[WORK REQUEST] Copy exactly the lines of the records below, and only those lines, beginning with the line that contains "position:relative; width:1785px; height:1079px;" and ending with the line that contains "inset:0; background:#413b2a; transform-origin:0".

[RECORDS PROVIDED]
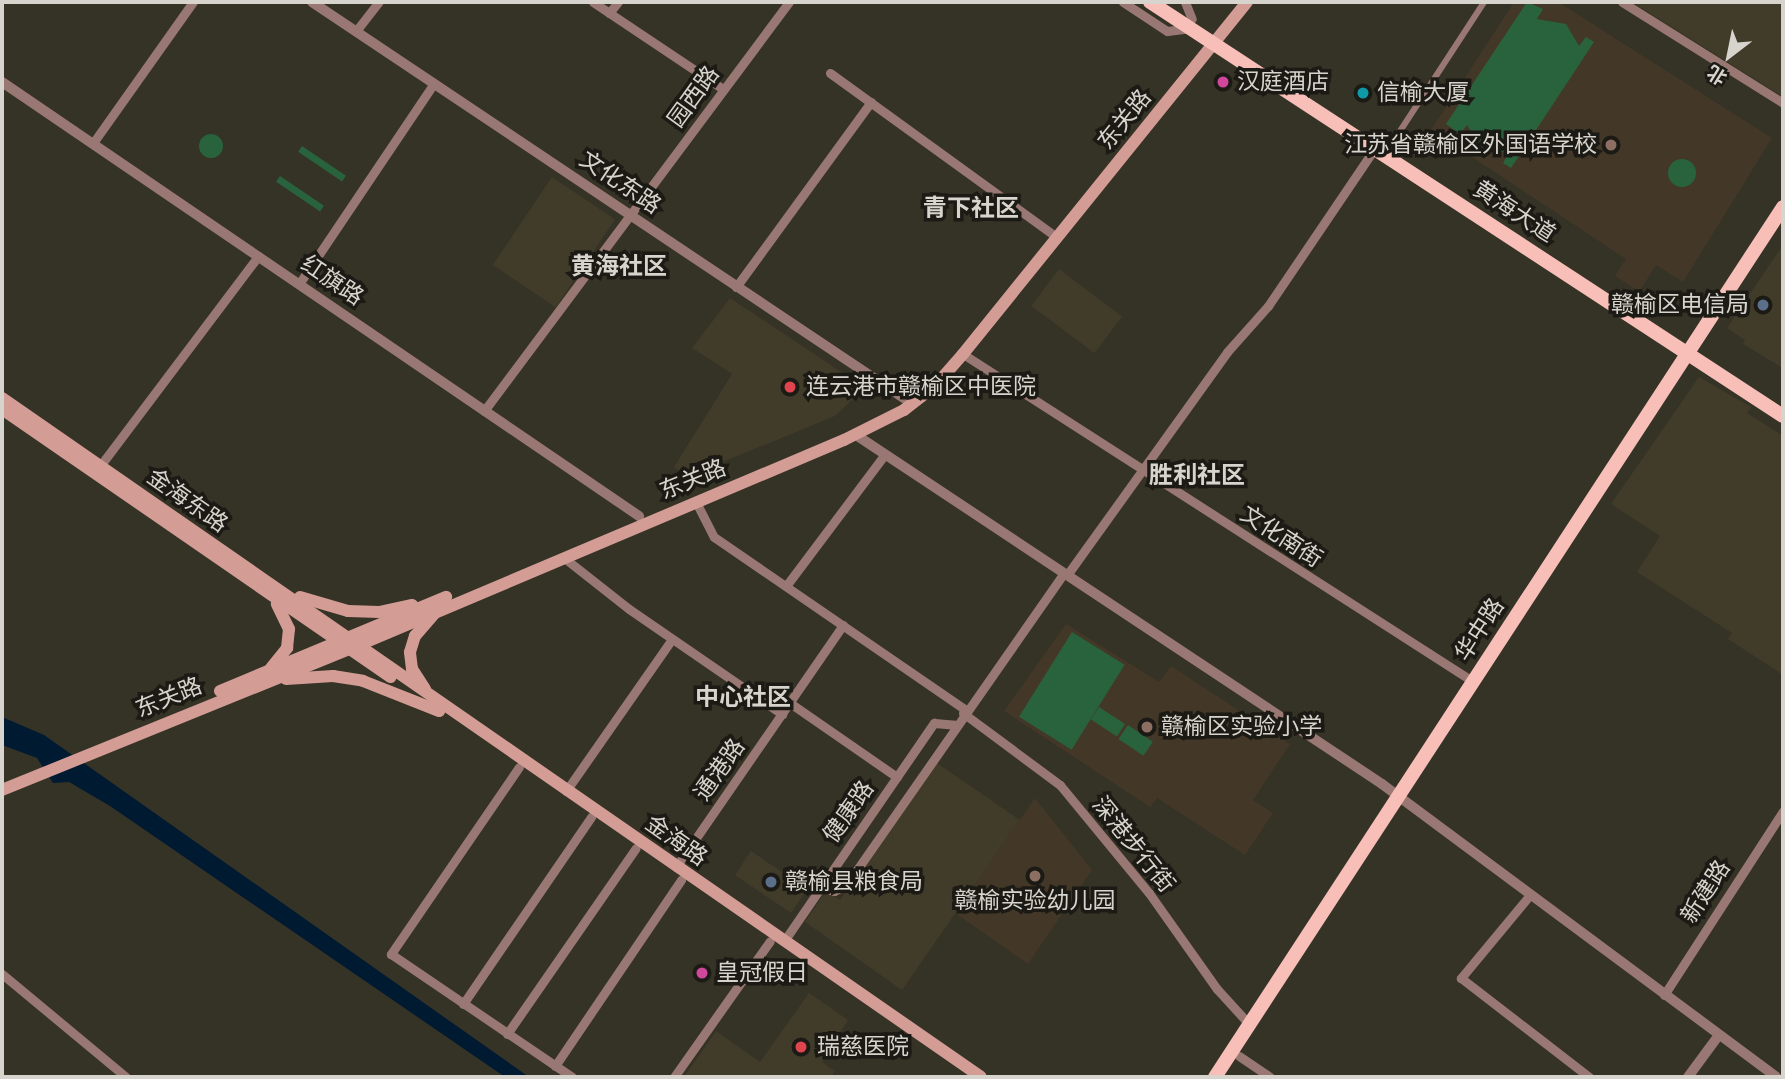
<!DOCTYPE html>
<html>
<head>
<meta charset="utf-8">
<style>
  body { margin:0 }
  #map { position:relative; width:1785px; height:1079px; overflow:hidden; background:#353226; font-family:"Source Sans 3","Noto Sans SC",sans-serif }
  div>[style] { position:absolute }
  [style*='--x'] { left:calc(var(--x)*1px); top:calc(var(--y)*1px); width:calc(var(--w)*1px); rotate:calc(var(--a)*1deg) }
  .built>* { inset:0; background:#413b2a; transform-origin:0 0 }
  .education>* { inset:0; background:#433728 }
  .green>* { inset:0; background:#29633d; transform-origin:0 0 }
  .round { border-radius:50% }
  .water>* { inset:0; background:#001a32 }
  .pedestrian>* { height:6px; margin:-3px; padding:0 3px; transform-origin:3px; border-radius:3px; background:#997772 }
  .minor>* { height:9px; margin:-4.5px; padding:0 4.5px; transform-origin:4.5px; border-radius:4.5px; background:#997772 }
  .tertiary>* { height:10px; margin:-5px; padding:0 5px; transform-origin:5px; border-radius:5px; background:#997772 }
  .secondary>* { height:12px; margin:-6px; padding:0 6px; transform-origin:6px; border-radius:6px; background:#d39d95 }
  .primary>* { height:14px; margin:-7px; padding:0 7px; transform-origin:7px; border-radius:7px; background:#f7bfb7 }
  .dots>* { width:19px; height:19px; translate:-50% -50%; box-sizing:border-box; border:4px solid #1b1a14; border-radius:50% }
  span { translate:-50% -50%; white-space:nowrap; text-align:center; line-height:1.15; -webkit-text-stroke:7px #1b1a14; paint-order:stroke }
  .poi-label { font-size:23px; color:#d7d4cd }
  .left { translate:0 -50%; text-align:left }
  .right { translate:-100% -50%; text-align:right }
  .street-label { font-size:23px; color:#d7d4cd }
  .neighbourhood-label { font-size:24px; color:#d7d4cd; font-weight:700 }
  .frame { position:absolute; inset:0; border:4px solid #d7d4cd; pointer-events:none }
  .north { position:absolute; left:1694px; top:21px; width:70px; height:70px; -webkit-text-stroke:5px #1b1a14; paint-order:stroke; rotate:212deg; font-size:19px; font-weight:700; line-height:28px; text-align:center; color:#d7d4cd }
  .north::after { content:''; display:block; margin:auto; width:24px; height:32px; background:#d7d4cd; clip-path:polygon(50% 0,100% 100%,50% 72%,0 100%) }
</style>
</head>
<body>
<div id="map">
  <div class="built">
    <div style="clip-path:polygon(1632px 2px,1783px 2px,1783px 97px)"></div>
    <div style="left:552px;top:177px;width:76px;height:106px;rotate:34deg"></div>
    <div style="clip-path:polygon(1780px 249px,1783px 251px,1783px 368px,1743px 344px,1745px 340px,1727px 328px)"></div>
    <div style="left:1059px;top:269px;width:79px;height:46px;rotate:37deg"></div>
    <div style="clip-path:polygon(730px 298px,856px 382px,856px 396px,835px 416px,686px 477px,674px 467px,732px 374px,692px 348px)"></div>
    <div style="clip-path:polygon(1699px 377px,1751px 407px,1747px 413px,1783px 436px,1783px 675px,1728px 639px,1732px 633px,1637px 572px,1660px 536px,1611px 504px)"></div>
    <div style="clip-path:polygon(934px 761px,1020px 820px,902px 990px,805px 922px,826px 891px,840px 900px)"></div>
    <div style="left:751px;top:851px;width:68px;height:29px;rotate:34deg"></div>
    <div style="clip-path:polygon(809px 993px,848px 1020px,822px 1062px,835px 1071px,831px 1077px,684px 1077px,716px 1031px,760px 1062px)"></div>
  </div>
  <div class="education">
    <div style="clip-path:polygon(1514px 2px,1558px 2px,1772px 138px,1683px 282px,1656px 265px,1639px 292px,1615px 276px,1626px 259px,1431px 130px)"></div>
    <div style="clip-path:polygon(1066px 624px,1159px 682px,1171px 666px,1290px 744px,1253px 800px,1273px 813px,1245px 855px,1157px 798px,1150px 807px,1004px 711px)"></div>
    <div style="clip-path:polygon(1035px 798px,1092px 870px,1028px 964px,955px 913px)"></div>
  </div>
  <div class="green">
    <div style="clip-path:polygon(1527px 2px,1543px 9px,1537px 19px,1566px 24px,1579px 46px,1586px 37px,1594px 42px,1511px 168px,1503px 163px,1509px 153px,1482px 149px,1467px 125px,1460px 134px,1446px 124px)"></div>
    <div class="round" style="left:199px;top:134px;width:24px;height:24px"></div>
    <div style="left:302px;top:146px;width:53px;height:7px;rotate:34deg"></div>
    <div class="round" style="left:1668px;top:159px;width:28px;height:28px"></div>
    <div style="left:280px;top:176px;width:53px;height:7px;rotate:34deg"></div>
    <div style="left:1072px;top:632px;width:62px;height:100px;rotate:32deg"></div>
    <div style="left:1099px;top:707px;width:31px;height:15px;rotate:33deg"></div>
    <div style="left:1128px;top:725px;width:30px;height:17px;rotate:34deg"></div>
  </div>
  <div class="water">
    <div style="clip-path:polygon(2px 717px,44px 735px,529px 1077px,505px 1077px,110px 806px,69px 782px,53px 783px,37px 758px,2px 745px)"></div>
  </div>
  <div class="pedestrian">
    <div style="--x:1389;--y:148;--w:174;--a:-56.9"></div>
  </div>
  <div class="minor">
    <div style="--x:593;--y:2;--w:156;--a:33.8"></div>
    <div style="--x:1123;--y:2;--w:53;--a:33.4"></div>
    <div style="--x:1167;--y:31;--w:23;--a:-7"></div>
    <div style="--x:1185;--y:2;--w:18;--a:68"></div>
    <div style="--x:1622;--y:2;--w:190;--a:32.1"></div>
    <div style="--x:609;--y:13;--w:14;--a:-51"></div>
    <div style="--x:356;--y:31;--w:37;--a:-52"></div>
    <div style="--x:830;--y:73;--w:273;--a:35.9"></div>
    <div style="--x:93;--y:143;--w:173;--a:-54.7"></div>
    <div style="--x:299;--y:284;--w:242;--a:-56.1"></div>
    <div style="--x:736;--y:287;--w:229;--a:-53.9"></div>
    <div style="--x:963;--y:354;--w:607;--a:32.7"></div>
    <div style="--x:484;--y:411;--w:510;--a:-53.29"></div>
    <div style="--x:100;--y:466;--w:263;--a:-53"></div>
    <div style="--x:696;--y:502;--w:39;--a:63"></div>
    <div style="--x:714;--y:537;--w:306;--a:34.5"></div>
    <div style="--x:563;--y:557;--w:84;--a:38.2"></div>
    <div style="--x:629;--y:609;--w:186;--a:34.5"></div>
    <div style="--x:1067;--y:575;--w:274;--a:-54.3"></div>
    <div style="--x:1227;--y:352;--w:62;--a:-48.3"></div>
    <div style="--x:1268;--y:306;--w:191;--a:-55.9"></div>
    <div style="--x:786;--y:586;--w:165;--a:-53.1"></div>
    <div style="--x:790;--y:703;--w:130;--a:34.7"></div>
    <div style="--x:963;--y:713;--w:121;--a:36.6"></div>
    <div style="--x:1060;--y:785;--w:140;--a:50.5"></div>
    <div style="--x:1149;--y:893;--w:118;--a:54.7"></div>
    <div style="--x:1217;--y:989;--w:47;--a:47.6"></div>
    <div style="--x:519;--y:767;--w:227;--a:124.4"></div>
    <div style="--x:391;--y:954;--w:219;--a:34.2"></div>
    <div style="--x:566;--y:791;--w:185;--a:-55.1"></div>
    <div style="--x:676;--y:867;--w:294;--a:-55.4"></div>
    <div style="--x:821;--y:887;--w:14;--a:17"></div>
    <div style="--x:834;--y:891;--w:15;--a:-28"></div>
    <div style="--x:847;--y:884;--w:379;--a:-55.1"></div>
    <div style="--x:1529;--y:896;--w:107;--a:129.7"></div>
    <div style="--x:1461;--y:978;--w:162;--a:37.7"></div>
    <div style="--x:784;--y:941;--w:265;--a:-55.5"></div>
    <div style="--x:934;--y:723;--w:21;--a:5"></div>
    <div style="--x:2;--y:974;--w:161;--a:39.7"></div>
    <div style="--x:1664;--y:995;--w:219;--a:-57.1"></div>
    <div style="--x:463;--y:1004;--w:227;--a:-55.6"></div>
    <div style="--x:507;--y:1034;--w:226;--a:-55.3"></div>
    <div style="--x:1239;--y:1056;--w:37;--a:34"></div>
    <div style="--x:555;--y:1066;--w:225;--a:-55.9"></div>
    <div style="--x:674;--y:1077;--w:166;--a:-54.8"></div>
  </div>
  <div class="tertiary">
    <div style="--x:312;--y:2;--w:714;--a:33.8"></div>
    <div style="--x:2;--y:82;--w:771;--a:34.27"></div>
    <div style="--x:856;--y:435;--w:631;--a:33.56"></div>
    <div style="--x:1382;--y:784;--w:491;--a:36.6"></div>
    <div style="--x:1688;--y:1077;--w:52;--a:-53.6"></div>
  </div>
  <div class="secondary">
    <div style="--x:2;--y:398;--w:1191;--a:34.74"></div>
    <div style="--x:2;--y:409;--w:472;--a:34.6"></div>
    <div style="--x:300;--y:597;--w:50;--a:16.3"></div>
    <div style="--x:348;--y:611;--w:31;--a:2"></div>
    <div style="--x:379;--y:612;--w:34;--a:-12"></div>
    <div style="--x:271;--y:668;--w:26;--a:-51"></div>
    <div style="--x:287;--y:648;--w:19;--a:-84"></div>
    <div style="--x:289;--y:629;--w:28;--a:-116"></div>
    <div style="--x:286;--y:679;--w:47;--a:-3.7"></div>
    <div style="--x:333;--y:676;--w:30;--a:9"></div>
    <div style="--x:363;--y:681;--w:82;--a:21.5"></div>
    <div style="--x:425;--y:689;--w:24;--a:-123"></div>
    <div style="--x:412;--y:669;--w:17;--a:-97"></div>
    <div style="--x:410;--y:652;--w:17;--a:-73"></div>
    <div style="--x:415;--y:636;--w:29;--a:-49"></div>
    <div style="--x:220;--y:691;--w:245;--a:-22.6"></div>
    <div style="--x:2;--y:790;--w:385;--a:-22.1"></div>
    <div style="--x:359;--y:645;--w:527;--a:-22.91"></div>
    <div style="--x:844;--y:440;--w:67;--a:-26.6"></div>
    <div style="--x:904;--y:410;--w:39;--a:-38"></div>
    <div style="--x:935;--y:386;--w:43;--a:-48.8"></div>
    <div style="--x:963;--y:354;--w:452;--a:-51.1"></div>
  </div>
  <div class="primary">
    <div style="--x:1150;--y:2;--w:756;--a:33.19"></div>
    <div style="--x:1215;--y:1077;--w:1039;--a:-56.86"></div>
  </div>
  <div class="dots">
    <div style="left:1223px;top:82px;background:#d1479c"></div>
    <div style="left:1363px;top:93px;background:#0f9aa8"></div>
    <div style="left:1611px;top:145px;background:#8d6e63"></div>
    <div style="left:1763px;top:305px;background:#5c6f8a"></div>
    <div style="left:790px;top:387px;background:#e0444e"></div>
    <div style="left:1147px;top:727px;background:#8d6e63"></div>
    <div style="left:1035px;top:876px;background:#8d6e63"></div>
    <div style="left:771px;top:882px;background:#5c6f8a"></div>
    <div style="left:702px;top:973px;background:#d1479c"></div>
    <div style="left:801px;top:1047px;background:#e0444e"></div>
  </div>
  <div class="poi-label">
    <span class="left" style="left:1237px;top:82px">汉庭酒店</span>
    <span class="left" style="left:1377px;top:93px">信榆大厦</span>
    <span class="right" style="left:1597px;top:145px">江苏省赣榆区外国语学校</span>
    <span class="right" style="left:1749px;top:305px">赣榆区电信局</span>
    <span class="left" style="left:806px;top:387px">连云港市赣榆区中医院</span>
    <span class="left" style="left:1161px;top:727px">赣榆区实验小学</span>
    <span class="left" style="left:785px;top:882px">赣榆县粮食局</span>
    <span style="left:1035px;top:901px">赣榆实验幼儿园</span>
    <span class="left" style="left:716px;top:973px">皇冠假日</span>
    <span class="left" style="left:817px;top:1047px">瑞慈医院</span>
  </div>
  <div class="street-label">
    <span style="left:694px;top:97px;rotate:-54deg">园西路</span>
    <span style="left:1125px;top:120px;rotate:-51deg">东关路</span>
    <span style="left:620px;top:183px;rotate:34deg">文化东路</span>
    <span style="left:1514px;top:212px;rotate:33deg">黄海大道</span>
    <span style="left:332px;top:281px;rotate:34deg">红旗路</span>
    <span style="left:693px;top:480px;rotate:-22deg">东关路</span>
    <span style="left:187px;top:501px;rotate:35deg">金海东路</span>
    <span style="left:1281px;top:537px;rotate:33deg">文化南街</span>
    <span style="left:1480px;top:630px;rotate:-57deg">华中路</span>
    <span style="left:169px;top:698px;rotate:-22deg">东关路</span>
    <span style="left:720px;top:770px;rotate:-55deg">通港路</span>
    <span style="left:849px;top:812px;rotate:-55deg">健康路</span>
    <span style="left:676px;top:841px;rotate:35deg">金海路</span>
    <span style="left:1133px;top:845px;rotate:51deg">深港步行街</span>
    <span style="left:1706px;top:892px;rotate:-57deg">新建路</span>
  </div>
  <div class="neighbourhood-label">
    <span style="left:971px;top:209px">青下社区</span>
    <span style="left:619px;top:267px">黄海社区</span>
    <span style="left:1197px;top:476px">胜利社区</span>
    <span style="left:743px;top:698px">中心社区</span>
  </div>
  <div class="frame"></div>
  <div class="north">北</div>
</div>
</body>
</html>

[YOUR SOLUTION]
  #map { position:relative; width:1785px; height:1079px; overflow:hidden; background:#353226; font-family:"Source Sans 3","Noto Sans SC",sans-serif }
  div>[style] { position:absolute }
  [style*='--x'] { left:calc(var(--x)*1px); top:calc(var(--y)*1px); width:calc(var(--w)*1px); rotate:calc(var(--a)*1deg) }
  .built>* { inset:0; background:#413b2a; transform-origin:0 0 }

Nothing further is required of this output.